§ **Instructions for the task**:
Write out the listing exactly, from its first line through the line holding "function fill(path, color)", but include none of the pictures.

┌──

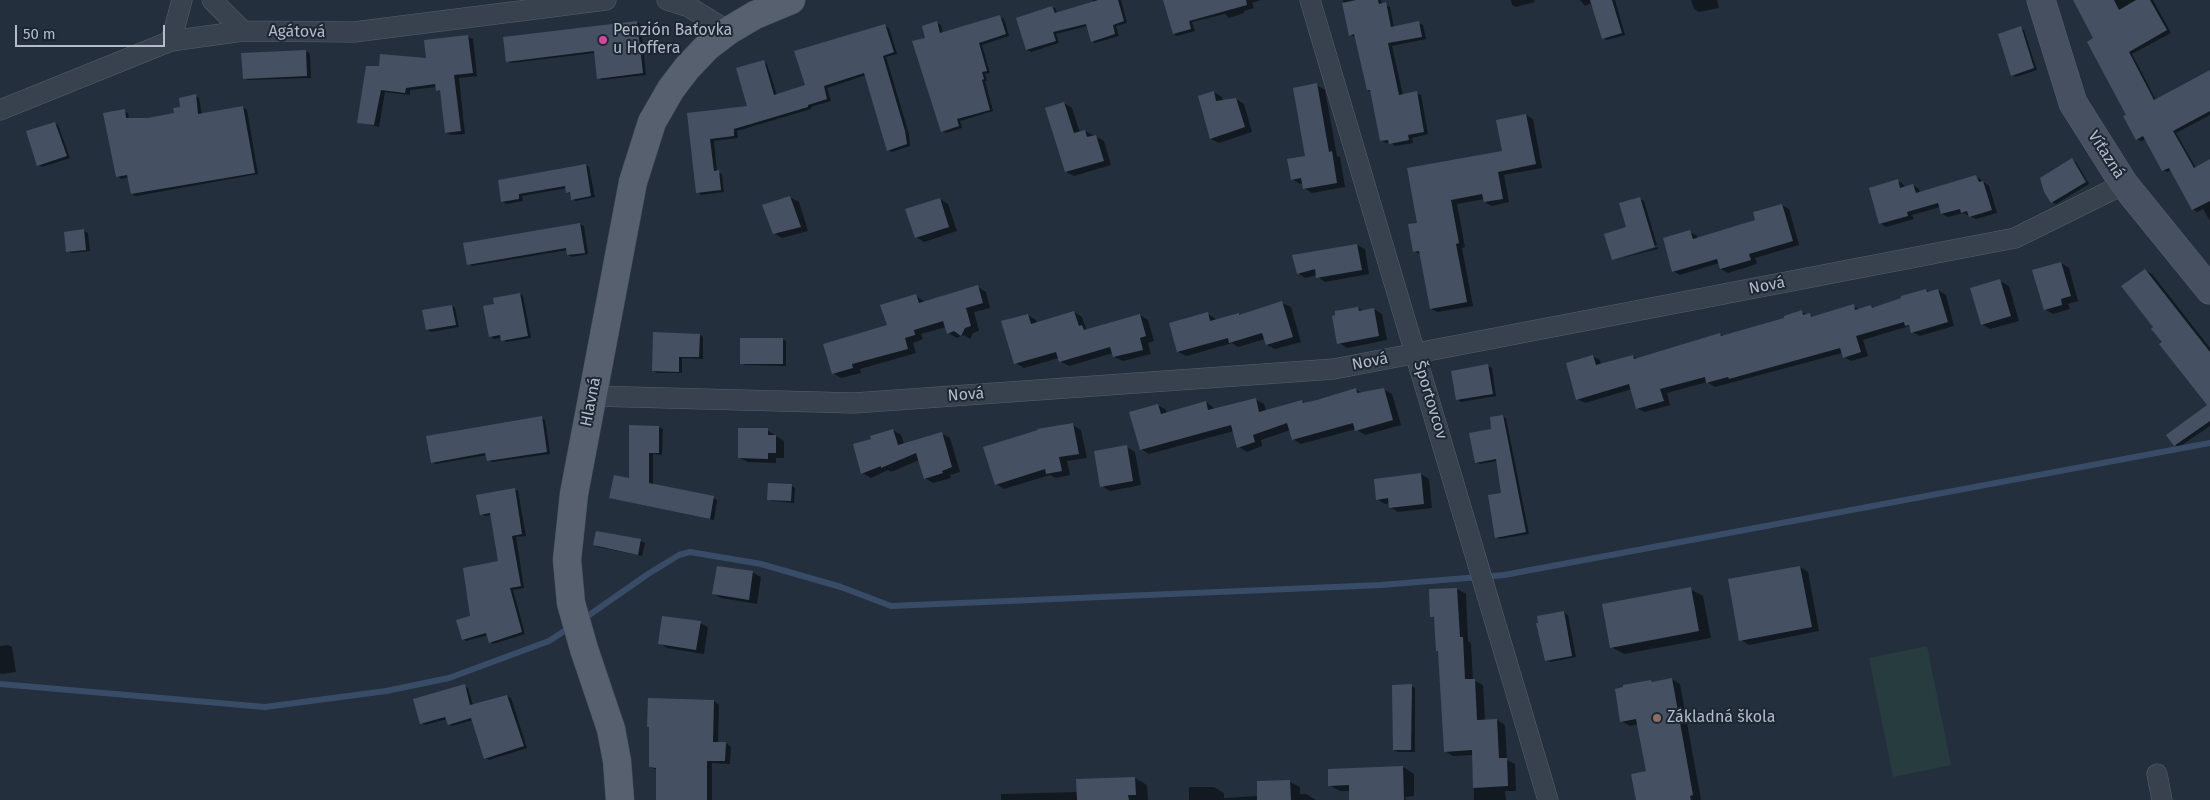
<!DOCTYPE html>
<meta charset="utf-8">
<style>
body{margin:0}
#map{position:relative;width:2210px;height:800px;overflow:hidden;background:#242f3e;font-family:"Fira Sans",sans-serif}
canvas{display:block}
.scale{position:absolute;left:15px;top:25px;width:150px;height:22px;box-sizing:border-box;border:2px solid #b4bcc9;border-top:0;padding-left:6px;font-size:15px;line-height:18px;white-space:nowrap;color:#b4bcc9;-webkit-text-stroke:4px #1d2633;paint-order:stroke}
</style>
<div id="map">
<canvas width="2210" height="800"></canvas>
<div class="scale">50 m</div>
</div>
<script>
const ctx = document.querySelector('canvas').getContext('2d');
ctx.lineJoin = 'round';
function fill(path, color) {
  ctx.fillStyle = color;
  ctx.fill(path, 'evenodd');
}
function toPath(rows) {
  const path = new Path2D();
  for (const r of rows) {
    path.moveTo(r[0], r[1]);
    for (let i = 2; i < r.length; i += 2) path.lineTo(r[i], r[i + 1]);
  }
  return path;
}
function stroke(path, color, width, dash) {
  ctx.strokeStyle = color;
  ctx.lineWidth = width;
  ctx.lineCap = dash ? 'butt' : 'round';
  ctx.setLineDash(dash || []);
  ctx.stroke(path);
}
function write(font, color, halo, rows, align = 'center') {
  ctx.font = font + ' "Fira Sans",sans-serif';
  ctx.lineWidth = 4;
  ctx.setLineDash([]);
  ctx.textBaseline = 'middle';
  ctx.strokeStyle = halo;
  ctx.fillStyle = color;
  for (const [text, x, y, turn = 0] of rows) {
    ctx.save();
    ctx.translate(x, y);
    ctx.rotate((+turn || 0) * Math.PI / 180);
    ctx.textAlign = isNaN(turn) ? turn : align;
    if (halo) ctx.strokeText(text, 0, 0);
    ctx.fillText(text, 0, 0);
    ctx.restore();
  }
}
fill(toPath([
 [1927,646,1951,765,1893,777,1869,658]
]), '#263c3f');
fill(toPath([
 [1093,0,1121,0,1127,23,1116,26,1119,36,1095,43,1092,41,1087,26,1056,34,1059,43,1031,52,1027,50,1052,7,1056,9,1057,14,1094,3],
 [1165,0,1261,0,1252,3,1254,8,1244,11,1244,13,1229,18,1225,14,1192,22,1195,31,1177,36,1174,34],
 [1343,0,1381,0,1382,4,1390,7,1394,27,1418,23,1423,25,1426,39,1392,46,1403,95,1416,93,1421,95,1428,134,1412,138,1413,143,1395,146,1390,142,1386,143,1381,140,1371,92,1368,90,1355,37,1350,35],
 [1511,0,1534,0,1535,2,1516,7,1512,5],
 [1580,0,1615,0,1625,35,1607,40,1603,38,1592,3,1585,6],
 [1691,0,1717,0,1719,8,1699,12,1694,9],
 [2086,0,2153,0,2171,33,2132,54,2156,100,2210,72,2210,115,2176,133,2196,168,2210,160,2210,221,2203,209,2197,212,2193,209,2172,170,2167,172,2163,170,2146,139,2141,141,2137,139,2095,39],
 [1000,17,1004,19,1009,36,982,45,990,73,985,74,987,81,985,81,993,111,960,121,962,128,946,133,942,131,927,38,937,23,941,25,943,34],
 [637,22,641,24,646,75,602,80,598,78,595,53,511,63,507,61],
 [885,26,889,28,897,54,886,57,909,134,910,146,892,152,888,150,866,75,827,88,831,101,811,107,811,109,737,131,738,138,714,141,717,172,722,174,724,192,701,195,698,192,689,114,749,107,763,62,767,64,777,95,807,86],
 [2020,28,2024,30,2037,70,2016,77,2012,75],
 [468,37,473,39,477,76,459,78,465,134,451,135,446,133,442,92,436,87,410,90,410,95,385,92,379,127,359,122,380,67,428,60,426,41],
 [306,51,310,54,311,78,248,80,244,78],
 [1317,85,1325,90,1337,156,1340,157,1345,187,1312,193,1304,188,1303,183,1300,184,1292,179,1307,157],
 [1214,92,1222,97,1223,102,1236,99,1244,104,1252,132,1219,143,1211,139],
 [195,96,199,98,202,115,243,107,247,110,258,174,136,196,132,194,129,177,121,179,118,176,124,111,128,113,129,119,148,119,176,114],
 [1064,103,1072,108,1080,133,1085,131,1104,141,1111,165,1074,176,1066,172],
 [1526,115,1533,119,1542,168,1504,175,1509,202,1492,206,1485,202,1484,199,1457,204,1465,247,1462,248,1473,306,1438,312,1431,309,1421,255,1414,251,1419,224,1504,152],
 [54,123,58,125,70,158,42,167,38,165],
 [2072,160,2076,162,2089,184,2056,204,2052,202],
 [586,165,589,167,595,197,576,201,572,199,567,188,522,196,523,201,507,204,503,202,499,181],
 [1976,176,1989,186,1997,213,1976,219,1963,213,1948,217,1942,214,1940,207,1912,215,1914,219,1886,227,1880,223,1898,181,1903,184,1905,188,1913,185,1919,189,1920,193],
 [790,197,799,202,808,231,782,238,774,233],
 [940,199,948,204,957,231,924,242,916,237],
 [1640,199,1644,201,1657,245,1614,258,1614,260,1613,259],
 [1782,205,1789,209,1799,245,1755,258,1757,264,1728,273,1721,269,1719,263,1680,275,1673,271,1690,232,1697,236,1698,239,1757,221],
 [580,224,584,226,588,254,572,257,568,255,568,250,472,266,469,264],
 [84,231,88,233,90,251,71,253,68,251],
 [1357,245,1365,249,1369,274,1325,282,1318,277,1317,275,1305,278,1298,273],
 [1658,247,1658,249,1615,260],
 [2061,263,2069,268,2078,301,2068,304,2070,309,2053,314,2045,309],
 [2145,270,2152,274,2210,348,2210,390,2163,342,2155,328],
 [2000,281,2009,286,2019,321,1990,329,1982,324],
 [978,287,986,292,990,308,974,312,979,331,973,333,970,339,964,335,957,338,948,333,946,327,921,334,923,339,913,343,916,353,860,369,861,373,841,378,833,373,888,326,916,296,925,302],
 [1926,290,1930,292,1938,290,1946,295,1954,326,1920,336,1912,332,1909,326,1863,340,1868,356,1851,361,1844,357,1842,353,1715,387,1707,382,1667,393,1670,405,1645,412,1637,408,1632,389,1585,403,1577,399,1592,356,1600,360,1601,365,1632,356,1639,359,1720,334,1724,336,1786,318,1801,312,1814,317,1853,306,1860,310,1871,306,1874,308],
 [520,294,523,296,531,338,506,342,501,338,494,339,490,336,496,305],
 [1282,303,1291,307,1301,342,1275,349,1267,345,1265,339,1238,347,1232,343,1187,356,1178,352,1208,314,1217,320,1239,314,1241,315],
 [452,306,455,308,459,327,431,332,427,330],
 [1358,308,1364,311,1374,309,1382,314,1387,340,1347,348,1339,343],
 [1074,312,1082,317,1086,329,1089,330,1140,315,1148,320,1154,341,1148,343,1151,354,1123,361,1114,357,1113,353,1069,366,1060,361,1059,358,1024,368,1016,363,1028,315,1036,320,1037,324],
 [700,335,703,337,703,359,682,358,682,373,657,373,653,370],
 [782,339,786,341,786,366,745,365,741,363],
 [1488,366,1492,368,1496,396,1461,402,1458,400],
 [1383,389,1392,394,1401,425,1365,435,1356,429,1301,444,1293,439,1290,430,1261,440,1262,446,1247,452,1239,447,1234,431,1149,454,1141,449,1158,405,1166,410,1167,414,1206,402,1215,409,1255,399,1264,404,1266,411,1302,401,1306,404,1356,390,1363,393],
 [2210,404,2210,426,2179,447,2175,445],
 [1502,416,1506,418,1529,534,1500,539,1496,537,1502,494,1497,461,1480,464,1476,462],
 [542,418,545,420,550,454,492,462,488,460,487,455,436,464,432,462],
 [1073,425,1081,430,1087,458,1067,461,1070,475,1056,478,1050,475,1004,489,996,484],
 [659,427,663,429,662,455,653,454,653,485,713,498,717,500,714,520,611,498,630,480],
 [767,430,784,441,784,458,776,458,776,463,748,462,740,458],
 [893,430,901,435,904,444,942,434,950,438,960,472,950,475,951,478,933,483,925,478,919,460,891,472,888,470,871,478,862,473,873,440],
 [1127,447,1135,452,1141,485,1110,491,1102,486],
 [1421,474,1429,479,1432,508,1398,512,1390,507,1390,503,1385,504,1377,499],
 [791,485,795,488,794,503,772,501,768,499],
 [514,489,518,491,526,536,516,537,524,588,513,590,525,634,493,644,490,642,488,635,466,641,463,639,472,617,499,562,491,515,485,516,481,514],
 [597,532,641,541,645,543,642,556,598,547,595,545],
 [1800,567,1808,572,1819,631,1749,645,1741,640],
 [752,572,761,577,757,604,721,598,713,593],
 [1457,589,1466,594,1468,641,1471,643,1473,680,1483,685,1485,721,1497,720,1505,725,1507,760,1515,764,1516,791,1505,791,1506,800,1474,800,1473,755,1453,756,1445,751,1439,651,1435,619,1431,616,1430,590],
 [1690,589,1703,596,1711,638,1624,654,1611,647],
 [1564,612,1568,615,1576,657,1550,662,1546,660],
 [700,623,708,627,704,654,667,648,659,643],
 [8,645,12,647,16,672,2,674,0,673,0,646],
 [1672,679,1680,684,1701,800,1637,800,1648,772,1638,724,1630,726,1621,721,1651,681,1654,683],
 [464,686,468,688,473,705,507,696,511,698,527,748,489,760,485,758,473,720,452,726,449,724,447,719,425,725,421,723],
 [1411,686,1415,688,1415,752,1398,752,1394,750],
 [714,701,719,705,718,743,726,743,731,747,730,764,712,763,712,800,657,800,658,770,650,767],
 [1403,767,1414,774,1414,796,1405,797,1406,800,1350,800,1350,791,1340,791,1329,785],
 [1135,778,1147,785,1148,800,1001,800,1001,794,1078,792],
 [1290,782,1300,787,1300,794,1306,794,1316,800,1189,800,1189,787,1214,787,1224,793,1224,798,1258,796]
]), '#0007');
stroke(toPath([
 [582,620,648,574,679,555,690,552,761,564,841,587,891,606,1381,585,1504,575,2210,443],
 [0,684,265,707,386,691,449,678,549,641,572,626]
]), '#394c67', 6);
fill(toPath([
 [1098,0,1118,0,1124,21,1113,25,1115,34,1091,42,1086,24,1053,32,1056,41,1026,50,1016,18,1052,6,1055,13],
 [1163,0,1246,0,1247,5,1189,21,1191,29,1173,34],
 [1356,0,1378,0,1379,4,1386,2,1391,27,1419,21,1422,37,1388,43,1399,95,1417,91,1424,132,1408,135,1409,140,1389,144,1388,140,1380,141,1370,90,1367,90,1354,34,1349,36,1342,3],
 [1590,0,1612,0,1622,33,1602,39],
 [2073,0,2114,0,2119,10,2136,0,2150,0,2167,30,2129,52,2154,100,2210,70,2210,111,2173,131,2194,168,2210,159,2210,201,2192,210,2169,168,2162,171,2143,136,2136,140,2123,116,2126,115,2087,42,2093,38],
 [1000,15,1006,34,979,43,987,71,982,72,984,79,982,80,990,110,957,119,959,126,941,132,912,41,925,38,922,26,937,21,940,33],
 [637,21,643,73,597,79,594,51,506,62,503,37],
 [885,24,894,52,883,56,905,131,907,144,887,151,864,73,824,86,827,99,808,105,808,107,734,129,734,136,710,139,714,171,719,170,721,190,696,193,687,113,747,106,736,68,764,60,774,95,805,85,794,51],
 [2021,26,2034,68,2011,76,1998,34],
 [468,35,473,73,454,75,461,131,445,133,440,90,436,91,435,84,406,88,405,93,381,90,374,125,357,123,366,66,379,66,380,54,426,58,424,40],
 [306,50,307,76,243,79,241,53],
 [1317,83,1329,152,1332,151,1337,183,1303,189,1301,178,1291,180,1287,159,1305,156,1293,88],
 [1214,91,1216,101,1236,98,1245,127,1210,139,1198,96],
 [196,94,198,114,243,106,255,173,131,194,127,175,116,177,103,113,125,109,126,118,148,118,174,113,173,108,180,107,179,98],
 [1064,102,1074,133,1085,130,1087,137,1096,135,1104,161,1065,172,1045,108],
 [1526,114,1536,164,1498,172,1503,199,1484,202,1482,194,1451,200,1459,243,1456,244,1467,302,1430,309,1419,251,1413,252,1408,224,1417,223,1407,168,1502,151,1496,120],
 [55,122,67,156,37,166,26,131],
 [2072,158,2086,182,2051,203,2044,192,2040,178],
 [586,164,591,196,571,200,570,192,566,193,565,186,519,194,519,199,501,202,498,180],
 [1976,175,1979,182,1983,181,1992,210,1969,217,1967,211,1961,213,1960,209,1941,214,1938,203,1907,212,1908,216,1879,224,1869,188,1898,179,1900,188,1913,184,1916,193],
 [790,196,801,227,773,234,762,205],
 [1640,197,1655,247,1612,260,1604,234,1626,227,1619,203],
 [940,198,949,227,915,238,905,209],
 [1782,204,1793,241,1749,254,1751,260,1720,269,1717,259,1672,272,1663,238,1690,230,1693,239,1755,220,1753,212],
 [580,223,585,253,567,255,566,248,467,265,463,243],
 [84,229,86,250,66,252,64,232],
 [1357,244,1362,270,1316,278,1315,269,1297,274,1292,255],
 [2061,262,2071,296,2061,299,2062,305,2044,310,2032,270],
 [2145,269,2210,352,2210,421,2174,446,2166,435,2207,405,2159,344,2162,342,2151,329,2153,327,2121,286],
 [2000,279,2011,316,1981,325,1970,288],
 [978,285,983,303,966,308,971,326,965,328,961,336,954,331,947,334,943,321,914,330,915,335,905,338,908,349,852,364,853,368,832,374,823,344,887,325,880,305,916,294,919,303],
 [1926,289,1927,292,1938,289,1948,322,1911,333,1909,325,1905,326,1904,322,1856,336,1861,352,1843,358,1840,348,1729,379,1728,377,1706,383,1705,377,1660,389,1664,401,1636,409,1629,384,1576,400,1566,363,1593,355,1596,365,1633,355,1634,359,1720,333,1721,336,1784,318,1784,316,1802,310,1803,315,1810,313,1811,317,1854,304,1855,310,1871,305,1872,308,1901,298,1901,296],
 [520,293,528,336,501,341,500,335,489,337,483,306,494,304,493,298],
 [1282,301,1293,337,1266,345,1262,333,1229,343,1228,338,1177,352,1169,323,1208,312,1210,321,1239,313,1239,315],
 [452,305,456,325,426,330,422,310],
 [1358,307,1359,311,1374,308,1379,336,1337,344,1332,316,1335,315,1335,311],
 [1074,311,1079,326,1082,325,1084,330,1140,314,1146,336,1140,338,1143,350,1113,357,1110,347,1059,362,1056,352,1014,364,1001,321,1028,314,1031,324],
 [653,332,700,334,699,357,679,357,679,372,652,371],
 [740,338,783,338,783,364,740,364],
 [1488,364,1493,394,1456,400,1451,371],
 [1356,388,1357,393,1384,388,1393,420,1355,431,1353,423,1292,440,1287,423,1253,435,1255,442,1237,448,1231,425,1140,450,1129,412,1158,404,1161,414,1206,401,1208,410,1256,398,1259,412,1302,400,1303,403,1317,400],
 [1503,415,1526,532,1495,538,1488,495,1501,493,1496,459,1475,463,1469,433,1491,429,1490,417],
 [542,416,547,452,487,461,485,453,431,463,426,436],
 [1073,423,1079,454,1059,457,1062,471,1046,474,1045,469,995,485,983,447,1038,430,1037,429],
 [629,425,659,426,659,453,649,453,649,483,714,496,710,519,609,498,614,475,629,478],
 [738,428,768,428,768,435,776,435,776,453,768,453,768,459,738,458],
 [893,429,898,445,942,432,952,467,942,471,943,473,924,479,916,453,881,468,881,466,861,474,853,444,871,439,870,436],
 [1127,445,1133,481,1100,487,1094,451],
 [1421,473,1424,504,1389,508,1388,498,1376,500,1374,479],
 [768,483,792,484,791,501,767,500],
 [515,488,522,534,512,536,521,586,510,588,522,632,489,643,486,633,462,640,456,620,470,616,463,568,498,561,490,513,480,515,476,495],
 [596,531,641,539,638,555,593,545],
 [717,566,753,571,749,600,712,594],
 [1800,566,1812,627,1739,641,1728,579],
 [1691,587,1699,631,1610,648,1602,604],
 [1457,588,1460,637,1463,637,1465,679,1475,679,1477,720,1497,719,1499,758,1507,758,1508,786,1473,788,1472,750,1444,752,1438,651,1436,651,1434,617,1430,617,1429,589],
 [1564,611,1572,656,1545,661,1536,623,1538,623,1537,616],
 [662,616,701,621,696,650,658,644],
 [1672,678,1693,795,1690,796,1691,800,1636,800,1631,774,1646,771,1636,719,1620,722,1615,689,1623,687,1623,685,1651,680,1652,682],
 [465,684,470,705,507,695,524,746,484,759,471,718,448,725,445,717,420,724,413,699],
 [1412,684,1411,750,1393,750,1392,685],
 [648,698,714,700,713,742,726,742,725,761,707,761,707,800,656,800,656,768,649,767,649,727,647,727],
 [1403,766,1404,800,1349,800,1349,785,1328,786,1328,769],
 [1135,777,1136,795,1128,795,1129,800,1077,800,1076,779],
 [1290,780,1291,800,1257,800,1257,781]
]), '#455162');
const minor = toPath([
 [212,0,243,31],
 [667,0,689,7,728,31],
 [1310,0,1548,800],
 [171,41,182,0],
 [0,110,171,41,243,31,354,32,606,0],
 [592,396,854,403,1334,369,2015,238,2124,184],
 [2157,774,2162,800]
]);
const secondary = toPath([
 [2041,0,2073,103,2124,184,2210,290]
]);
const primary = toPath([
 [620,800,617,761,611,729,584,649,571,603,567,560,574,494,633,182,652,122,671,89,687,68,707,47,728,31,755,15,791,0]
]);
stroke(minor, '#565f6c', 21);
stroke(secondary, '#565f6c', 29);
stroke(primary, '#414a57', 29);
stroke(minor, '#38414e', 20);
stroke(secondary, '#465061', 28);
stroke(primary, '#56606e', 28);
for (const [x, y, r, color] of [
 [603,40,5,"#d1479c"],
 [1657,718,5,"#8d6e63"]
]) {
  const dot = new Path2D();
  dot.arc(x, y, r, 0, 2 * Math.PI);
  ctx.fillStyle = color;
  ctx.fill(dot);
  stroke(dot, '#1d2633', 2);
}
write('16px', '#b4bcc9', '#1d2633', [
 ["Penzión Baťovka",613,31],
 ["u Hoffera",613,49],
 ["Základná škola",1667,718]
], 'left');
write('16px', '#b4bcc9', '#1d2633', [
 ["Agátová",297,32,1],
 ["Víťazná",2106,155,57],
 ["Nová",1767,286,-11],
 ["Nová",1370,362,-11],
 ["Nová",966,395,-4],
 ["Športovcov",1430,400,73],
 ["Hlavná",591,402,-79]
]);
</script>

└──

§ **Response**:
<!DOCTYPE html>
<meta charset="utf-8">
<style>
body{margin:0}
#map{position:relative;width:2210px;height:800px;overflow:hidden;background:#242f3e;font-family:"Fira Sans",sans-serif}
canvas{display:block}
.scale{position:absolute;left:15px;top:25px;width:150px;height:22px;box-sizing:border-box;border:2px solid #b4bcc9;border-top:0;padding-left:6px;font-size:15px;line-height:18px;white-space:nowrap;color:#b4bcc9;-webkit-text-stroke:4px #1d2633;paint-order:stroke}
</style>
<div id="map">
<canvas width="2210" height="800"></canvas>
<div class="scale">50 m</div>
</div>
<script>
const ctx = document.querySelector('canvas').getContext('2d');
ctx.lineJoin = 'round';
function fill(path, color) {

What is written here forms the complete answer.